- [Work order] Among the records that follow, find the line with "Instruction: Serialize what" and the line with "For a GIS import: Parse". Set down those lines and all lines between them exactly, without adding anything.

- [Task inputs]
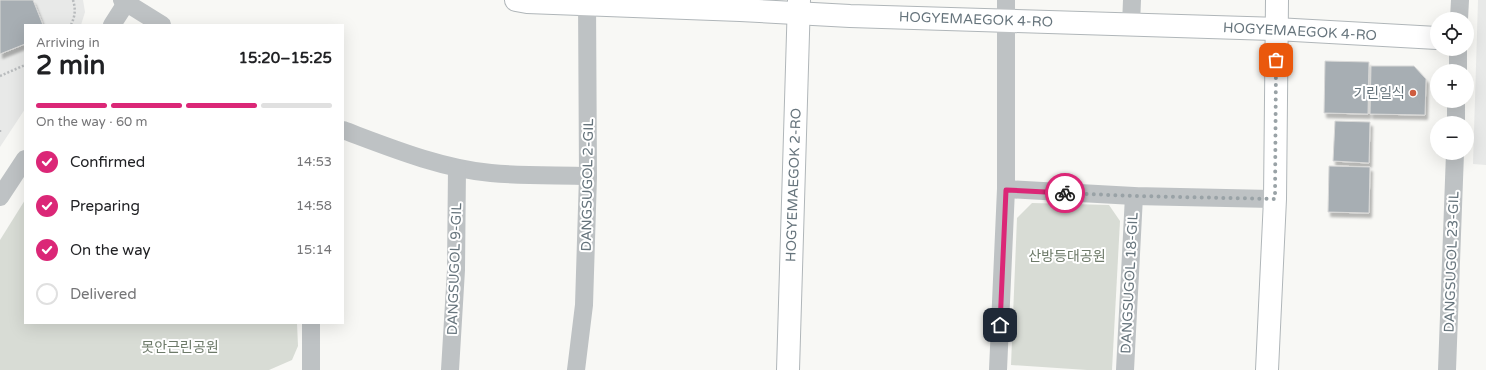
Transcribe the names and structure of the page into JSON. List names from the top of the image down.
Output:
==
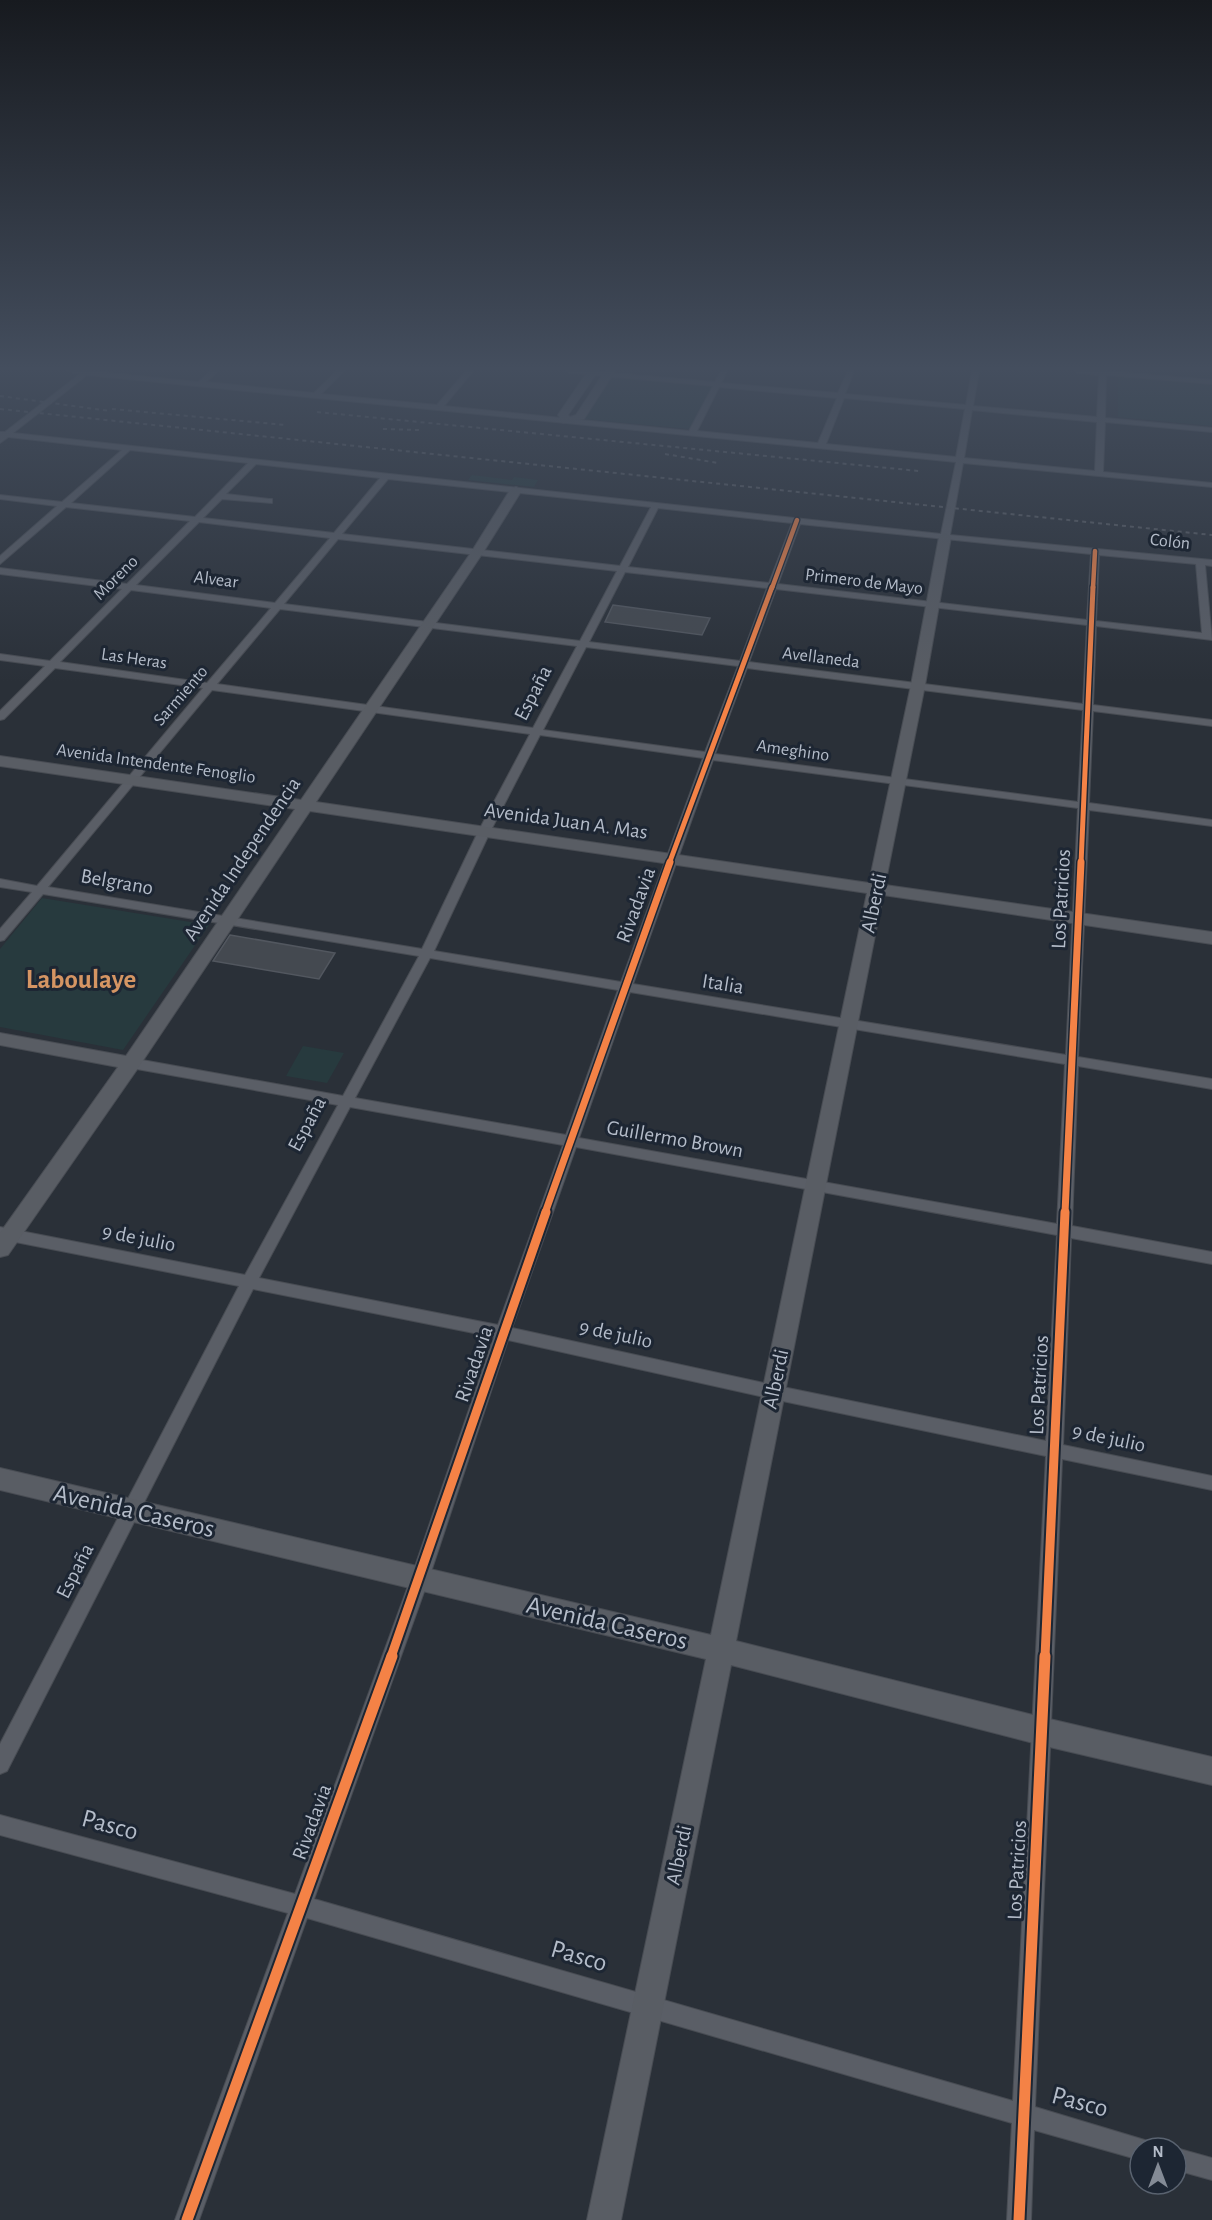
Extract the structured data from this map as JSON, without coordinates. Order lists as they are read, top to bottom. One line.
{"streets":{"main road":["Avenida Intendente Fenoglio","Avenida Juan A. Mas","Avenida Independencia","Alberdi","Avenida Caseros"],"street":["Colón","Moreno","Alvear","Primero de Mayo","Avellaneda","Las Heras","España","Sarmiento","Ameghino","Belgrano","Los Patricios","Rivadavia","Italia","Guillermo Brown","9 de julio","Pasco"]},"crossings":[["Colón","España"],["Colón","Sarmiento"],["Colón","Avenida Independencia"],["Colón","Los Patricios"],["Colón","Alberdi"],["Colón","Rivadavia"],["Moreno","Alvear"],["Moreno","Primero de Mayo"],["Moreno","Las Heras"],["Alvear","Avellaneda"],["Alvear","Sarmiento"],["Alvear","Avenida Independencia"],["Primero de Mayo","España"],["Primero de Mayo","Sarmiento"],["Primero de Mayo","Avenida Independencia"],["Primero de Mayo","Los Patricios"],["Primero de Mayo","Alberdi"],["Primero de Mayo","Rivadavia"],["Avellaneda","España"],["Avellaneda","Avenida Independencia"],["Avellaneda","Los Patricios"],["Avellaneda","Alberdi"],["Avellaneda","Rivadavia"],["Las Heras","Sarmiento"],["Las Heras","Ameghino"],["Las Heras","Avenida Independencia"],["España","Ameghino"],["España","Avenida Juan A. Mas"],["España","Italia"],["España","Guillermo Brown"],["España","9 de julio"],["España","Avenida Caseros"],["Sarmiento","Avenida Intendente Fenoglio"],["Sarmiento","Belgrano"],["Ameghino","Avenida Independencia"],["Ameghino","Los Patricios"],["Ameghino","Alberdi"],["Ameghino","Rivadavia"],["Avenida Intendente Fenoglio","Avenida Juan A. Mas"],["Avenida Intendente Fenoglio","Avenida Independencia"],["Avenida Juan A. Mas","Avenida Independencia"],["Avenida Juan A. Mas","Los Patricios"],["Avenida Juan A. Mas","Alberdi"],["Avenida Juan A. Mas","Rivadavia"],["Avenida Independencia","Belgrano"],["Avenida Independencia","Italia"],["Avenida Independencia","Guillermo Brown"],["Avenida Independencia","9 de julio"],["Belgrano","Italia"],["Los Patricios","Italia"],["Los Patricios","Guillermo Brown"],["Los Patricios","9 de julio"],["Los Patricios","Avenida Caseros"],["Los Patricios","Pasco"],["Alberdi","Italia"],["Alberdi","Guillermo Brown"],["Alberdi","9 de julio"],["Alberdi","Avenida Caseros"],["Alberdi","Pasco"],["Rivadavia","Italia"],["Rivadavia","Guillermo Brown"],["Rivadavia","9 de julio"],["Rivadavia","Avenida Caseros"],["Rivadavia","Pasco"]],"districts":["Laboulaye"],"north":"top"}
...
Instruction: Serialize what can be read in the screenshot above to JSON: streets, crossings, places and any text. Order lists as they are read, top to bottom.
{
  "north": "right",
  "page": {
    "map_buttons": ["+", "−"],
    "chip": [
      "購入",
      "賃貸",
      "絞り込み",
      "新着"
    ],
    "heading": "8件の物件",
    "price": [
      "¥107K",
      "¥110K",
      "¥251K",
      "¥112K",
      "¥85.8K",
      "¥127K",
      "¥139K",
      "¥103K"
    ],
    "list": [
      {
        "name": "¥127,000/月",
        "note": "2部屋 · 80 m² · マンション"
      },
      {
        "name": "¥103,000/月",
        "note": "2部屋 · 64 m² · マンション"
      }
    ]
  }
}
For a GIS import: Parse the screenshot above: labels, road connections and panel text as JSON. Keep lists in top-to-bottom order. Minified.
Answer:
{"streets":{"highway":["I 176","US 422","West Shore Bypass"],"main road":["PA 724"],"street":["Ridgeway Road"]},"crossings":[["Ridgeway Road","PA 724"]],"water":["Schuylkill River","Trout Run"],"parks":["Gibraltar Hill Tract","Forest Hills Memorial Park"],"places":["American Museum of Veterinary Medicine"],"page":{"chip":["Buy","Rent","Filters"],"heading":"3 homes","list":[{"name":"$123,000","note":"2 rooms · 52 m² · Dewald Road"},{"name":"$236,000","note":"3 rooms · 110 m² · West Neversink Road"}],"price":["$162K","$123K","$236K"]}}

- [Finished exercise]
Instruction: Serialize what can be read in the screenshot above to JSON: streets, crossings, places and any text. Order lists as they are read, top to bottom.
{
  "north": "right",
  "page": {
    "map_buttons": ["+", "−"],
    "chip": [
      "購入",
      "賃貸",
      "絞り込み",
      "新着"
    ],
    "heading": "8件の物件",
    "price": [
      "¥107K",
      "¥110K",
      "¥251K",
      "¥112K",
      "¥85.8K",
      "¥127K",
      "¥139K",
      "¥103K"
    ],
    "list": [
      {
        "name": "¥127,000/月",
        "note": "2部屋 · 80 m² · マンション"
      },
      {
        "name": "¥103,000/月",
        "note": "2部屋 · 64 m² · マンション"
      }
    ]
  }
}
For a GIS import: Parse the screenshot above: labels, road connections and panel text as JSON. Keep lists in top-to-bottom order. Minified.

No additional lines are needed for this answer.